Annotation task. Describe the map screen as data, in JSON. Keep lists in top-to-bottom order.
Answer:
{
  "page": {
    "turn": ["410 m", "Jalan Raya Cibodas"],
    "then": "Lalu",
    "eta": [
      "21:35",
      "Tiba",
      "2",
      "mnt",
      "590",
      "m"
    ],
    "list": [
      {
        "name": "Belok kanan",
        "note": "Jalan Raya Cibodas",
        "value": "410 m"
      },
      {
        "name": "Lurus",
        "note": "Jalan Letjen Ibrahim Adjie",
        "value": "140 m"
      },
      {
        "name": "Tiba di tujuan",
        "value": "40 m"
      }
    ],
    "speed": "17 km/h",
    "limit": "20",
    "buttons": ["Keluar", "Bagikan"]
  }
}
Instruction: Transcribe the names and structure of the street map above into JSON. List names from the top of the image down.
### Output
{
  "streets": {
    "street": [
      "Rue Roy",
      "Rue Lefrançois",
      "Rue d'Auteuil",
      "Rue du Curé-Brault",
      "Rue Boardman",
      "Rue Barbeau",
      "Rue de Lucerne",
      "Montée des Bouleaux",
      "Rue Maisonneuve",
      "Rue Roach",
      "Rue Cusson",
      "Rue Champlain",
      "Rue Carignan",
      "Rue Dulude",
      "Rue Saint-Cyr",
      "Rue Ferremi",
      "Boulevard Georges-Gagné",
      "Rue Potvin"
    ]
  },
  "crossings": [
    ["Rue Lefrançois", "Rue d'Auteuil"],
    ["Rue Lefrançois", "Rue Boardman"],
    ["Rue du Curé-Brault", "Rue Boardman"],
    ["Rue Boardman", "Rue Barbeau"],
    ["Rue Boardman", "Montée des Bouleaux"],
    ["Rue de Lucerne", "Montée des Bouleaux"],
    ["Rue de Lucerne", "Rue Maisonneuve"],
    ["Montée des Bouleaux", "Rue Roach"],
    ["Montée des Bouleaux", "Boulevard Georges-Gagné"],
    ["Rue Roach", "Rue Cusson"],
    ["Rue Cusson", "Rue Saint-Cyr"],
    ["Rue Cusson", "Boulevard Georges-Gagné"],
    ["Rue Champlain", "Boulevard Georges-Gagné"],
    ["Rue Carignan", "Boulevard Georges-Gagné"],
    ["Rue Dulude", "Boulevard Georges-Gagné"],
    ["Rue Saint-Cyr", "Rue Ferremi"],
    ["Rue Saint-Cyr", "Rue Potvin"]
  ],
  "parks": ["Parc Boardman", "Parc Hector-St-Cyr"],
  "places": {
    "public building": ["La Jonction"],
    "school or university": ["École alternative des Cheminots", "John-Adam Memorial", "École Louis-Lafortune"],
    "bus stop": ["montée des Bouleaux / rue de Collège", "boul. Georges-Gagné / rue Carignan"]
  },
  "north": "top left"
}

_Problem requirements_:
All of the entries above are to be printed again exactly.

_Problem solution_:
Annotation task. Describe the map screen as data, in JSON. Keep lists in top-to-bottom order.
Answer:
{
  "page": {
    "turn": ["410 m", "Jalan Raya Cibodas"],
    "then": "Lalu",
    "eta": [
      "21:35",
      "Tiba",
      "2",
      "mnt",
      "590",
      "m"
    ],
    "list": [
      {
        "name": "Belok kanan",
        "note": "Jalan Raya Cibodas",
        "value": "410 m"
      },
      {
        "name": "Lurus",
        "note": "Jalan Letjen Ibrahim Adjie",
        "value": "140 m"
      },
      {
        "name": "Tiba di tujuan",
        "value": "40 m"
      }
    ],
    "speed": "17 km/h",
    "limit": "20",
    "buttons": ["Keluar", "Bagikan"]
  }
}
Instruction: Transcribe the names and structure of the street map above into JSON. List names from the top of the image down.
### Output
{
  "streets": {
    "street": [
      "Rue Roy",
      "Rue Lefrançois",
      "Rue d'Auteuil",
      "Rue du Curé-Brault",
      "Rue Boardman",
      "Rue Barbeau",
      "Rue de Lucerne",
      "Montée des Bouleaux",
      "Rue Maisonneuve",
      "Rue Roach",
      "Rue Cusson",
      "Rue Champlain",
      "Rue Carignan",
      "Rue Dulude",
      "Rue Saint-Cyr",
      "Rue Ferremi",
      "Boulevard Georges-Gagné",
      "Rue Potvin"
    ]
  },
  "crossings": [
    ["Rue Lefrançois", "Rue d'Auteuil"],
    ["Rue Lefrançois", "Rue Boardman"],
    ["Rue du Curé-Brault", "Rue Boardman"],
    ["Rue Boardman", "Rue Barbeau"],
    ["Rue Boardman", "Montée des Bouleaux"],
    ["Rue de Lucerne", "Montée des Bouleaux"],
    ["Rue de Lucerne", "Rue Maisonneuve"],
    ["Montée des Bouleaux", "Rue Roach"],
    ["Montée des Bouleaux", "Boulevard Georges-Gagné"],
    ["Rue Roach", "Rue Cusson"],
    ["Rue Cusson", "Rue Saint-Cyr"],
    ["Rue Cusson", "Boulevard Georges-Gagné"],
    ["Rue Champlain", "Boulevard Georges-Gagné"],
    ["Rue Carignan", "Boulevard Georges-Gagné"],
    ["Rue Dulude", "Boulevard Georges-Gagné"],
    ["Rue Saint-Cyr", "Rue Ferremi"],
    ["Rue Saint-Cyr", "Rue Potvin"]
  ],
  "parks": ["Parc Boardman", "Parc Hector-St-Cyr"],
  "places": {
    "public building": ["La Jonction"],
    "school or university": ["École alternative des Cheminots", "John-Adam Memorial", "École Louis-Lafortune"],
    "bus stop": ["montée des Bouleaux / rue de Collège", "boul. Georges-Gagné / rue Carignan"]
  },
  "north": "top left"
}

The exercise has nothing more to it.